Give every line below again, exactly as it appears.

INPUT FOR THIS TASK START

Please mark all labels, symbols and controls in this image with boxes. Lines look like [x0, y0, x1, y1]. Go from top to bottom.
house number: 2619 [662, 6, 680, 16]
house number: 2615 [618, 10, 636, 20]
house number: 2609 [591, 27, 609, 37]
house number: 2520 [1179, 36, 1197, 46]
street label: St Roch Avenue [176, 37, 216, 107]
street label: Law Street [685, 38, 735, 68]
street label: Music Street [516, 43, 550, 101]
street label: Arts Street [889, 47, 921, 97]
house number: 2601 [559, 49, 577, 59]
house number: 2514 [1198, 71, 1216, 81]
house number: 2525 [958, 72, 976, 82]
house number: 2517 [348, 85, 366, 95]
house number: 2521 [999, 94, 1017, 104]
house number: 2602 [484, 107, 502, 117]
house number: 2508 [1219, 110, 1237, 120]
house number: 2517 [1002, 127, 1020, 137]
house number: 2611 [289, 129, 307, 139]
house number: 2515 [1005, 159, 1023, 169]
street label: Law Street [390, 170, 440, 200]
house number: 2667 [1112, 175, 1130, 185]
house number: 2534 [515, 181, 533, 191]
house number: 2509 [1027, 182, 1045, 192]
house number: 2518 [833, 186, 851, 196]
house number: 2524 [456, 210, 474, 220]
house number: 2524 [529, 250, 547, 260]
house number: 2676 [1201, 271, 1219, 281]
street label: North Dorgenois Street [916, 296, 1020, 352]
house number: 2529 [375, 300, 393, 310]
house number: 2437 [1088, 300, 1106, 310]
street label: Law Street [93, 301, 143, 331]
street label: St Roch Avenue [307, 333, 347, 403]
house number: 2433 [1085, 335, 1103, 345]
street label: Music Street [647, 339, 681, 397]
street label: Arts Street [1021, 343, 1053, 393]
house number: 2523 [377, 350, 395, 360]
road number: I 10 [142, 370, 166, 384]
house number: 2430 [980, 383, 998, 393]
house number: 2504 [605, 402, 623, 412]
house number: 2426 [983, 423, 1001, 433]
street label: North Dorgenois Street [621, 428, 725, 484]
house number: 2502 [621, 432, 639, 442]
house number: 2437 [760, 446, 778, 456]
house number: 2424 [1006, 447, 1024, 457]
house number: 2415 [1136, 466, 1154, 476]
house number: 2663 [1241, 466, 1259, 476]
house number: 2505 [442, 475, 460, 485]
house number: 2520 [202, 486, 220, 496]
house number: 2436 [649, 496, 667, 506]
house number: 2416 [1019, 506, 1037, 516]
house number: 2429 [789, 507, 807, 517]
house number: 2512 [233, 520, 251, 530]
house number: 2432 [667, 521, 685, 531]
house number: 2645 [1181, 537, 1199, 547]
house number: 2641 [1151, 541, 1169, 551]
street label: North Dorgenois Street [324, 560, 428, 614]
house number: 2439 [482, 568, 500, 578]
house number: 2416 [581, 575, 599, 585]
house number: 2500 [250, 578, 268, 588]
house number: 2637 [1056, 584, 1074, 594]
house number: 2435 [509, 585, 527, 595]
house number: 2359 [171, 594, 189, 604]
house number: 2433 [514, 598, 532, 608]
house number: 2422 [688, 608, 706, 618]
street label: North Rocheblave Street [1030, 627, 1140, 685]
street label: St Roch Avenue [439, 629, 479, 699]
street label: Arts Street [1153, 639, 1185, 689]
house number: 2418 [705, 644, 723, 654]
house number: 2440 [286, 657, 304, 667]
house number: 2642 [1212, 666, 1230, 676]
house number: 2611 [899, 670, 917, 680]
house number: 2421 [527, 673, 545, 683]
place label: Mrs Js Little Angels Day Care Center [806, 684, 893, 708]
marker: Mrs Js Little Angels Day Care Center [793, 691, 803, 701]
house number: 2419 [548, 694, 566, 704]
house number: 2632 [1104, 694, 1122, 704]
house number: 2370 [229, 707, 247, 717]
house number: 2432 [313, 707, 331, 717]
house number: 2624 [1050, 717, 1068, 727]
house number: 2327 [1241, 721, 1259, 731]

INPUT FOR THIS TASK END

**ANSWER AREA:**
Please mark all labels, symbols and controls in this image with boxes. Lines look like [x0, y0, x1, y1]. Go from top to bottom.
house number: 2619 [662, 6, 680, 16]
house number: 2615 [618, 10, 636, 20]
house number: 2609 [591, 27, 609, 37]
house number: 2520 [1179, 36, 1197, 46]
street label: St Roch Avenue [176, 37, 216, 107]
street label: Law Street [685, 38, 735, 68]
street label: Music Street [516, 43, 550, 101]
street label: Arts Street [889, 47, 921, 97]
house number: 2601 [559, 49, 577, 59]
house number: 2514 [1198, 71, 1216, 81]
house number: 2525 [958, 72, 976, 82]
house number: 2517 [348, 85, 366, 95]
house number: 2521 [999, 94, 1017, 104]
house number: 2602 [484, 107, 502, 117]
house number: 2508 [1219, 110, 1237, 120]
house number: 2517 [1002, 127, 1020, 137]
house number: 2611 [289, 129, 307, 139]
house number: 2515 [1005, 159, 1023, 169]
street label: Law Street [390, 170, 440, 200]
house number: 2667 [1112, 175, 1130, 185]
house number: 2534 [515, 181, 533, 191]
house number: 2509 [1027, 182, 1045, 192]
house number: 2518 [833, 186, 851, 196]
house number: 2524 [456, 210, 474, 220]
house number: 2524 [529, 250, 547, 260]
house number: 2676 [1201, 271, 1219, 281]
street label: North Dorgenois Street [916, 296, 1020, 352]
house number: 2529 [375, 300, 393, 310]
house number: 2437 [1088, 300, 1106, 310]
street label: Law Street [93, 301, 143, 331]
street label: St Roch Avenue [307, 333, 347, 403]
house number: 2433 [1085, 335, 1103, 345]
street label: Music Street [647, 339, 681, 397]
street label: Arts Street [1021, 343, 1053, 393]
house number: 2523 [377, 350, 395, 360]
road number: I 10 [142, 370, 166, 384]
house number: 2430 [980, 383, 998, 393]
house number: 2504 [605, 402, 623, 412]
house number: 2426 [983, 423, 1001, 433]
street label: North Dorgenois Street [621, 428, 725, 484]
house number: 2502 [621, 432, 639, 442]
house number: 2437 [760, 446, 778, 456]
house number: 2424 [1006, 447, 1024, 457]
house number: 2415 [1136, 466, 1154, 476]
house number: 2663 [1241, 466, 1259, 476]
house number: 2505 [442, 475, 460, 485]
house number: 2520 [202, 486, 220, 496]
house number: 2436 [649, 496, 667, 506]
house number: 2416 [1019, 506, 1037, 516]
house number: 2429 [789, 507, 807, 517]
house number: 2512 [233, 520, 251, 530]
house number: 2432 [667, 521, 685, 531]
house number: 2645 [1181, 537, 1199, 547]
house number: 2641 [1151, 541, 1169, 551]
street label: North Dorgenois Street [324, 560, 428, 614]
house number: 2439 [482, 568, 500, 578]
house number: 2416 [581, 575, 599, 585]
house number: 2500 [250, 578, 268, 588]
house number: 2637 [1056, 584, 1074, 594]
house number: 2435 [509, 585, 527, 595]
house number: 2359 [171, 594, 189, 604]
house number: 2433 [514, 598, 532, 608]
house number: 2422 [688, 608, 706, 618]
street label: North Rocheblave Street [1030, 627, 1140, 685]
street label: St Roch Avenue [439, 629, 479, 699]
street label: Arts Street [1153, 639, 1185, 689]
house number: 2418 [705, 644, 723, 654]
house number: 2440 [286, 657, 304, 667]
house number: 2642 [1212, 666, 1230, 676]
house number: 2611 [899, 670, 917, 680]
house number: 2421 [527, 673, 545, 683]
place label: Mrs Js Little Angels Day Care Center [806, 684, 893, 708]
marker: Mrs Js Little Angels Day Care Center [793, 691, 803, 701]
house number: 2419 [548, 694, 566, 704]
house number: 2632 [1104, 694, 1122, 704]
house number: 2370 [229, 707, 247, 717]
house number: 2432 [313, 707, 331, 717]
house number: 2624 [1050, 717, 1068, 727]
house number: 2327 [1241, 721, 1259, 731]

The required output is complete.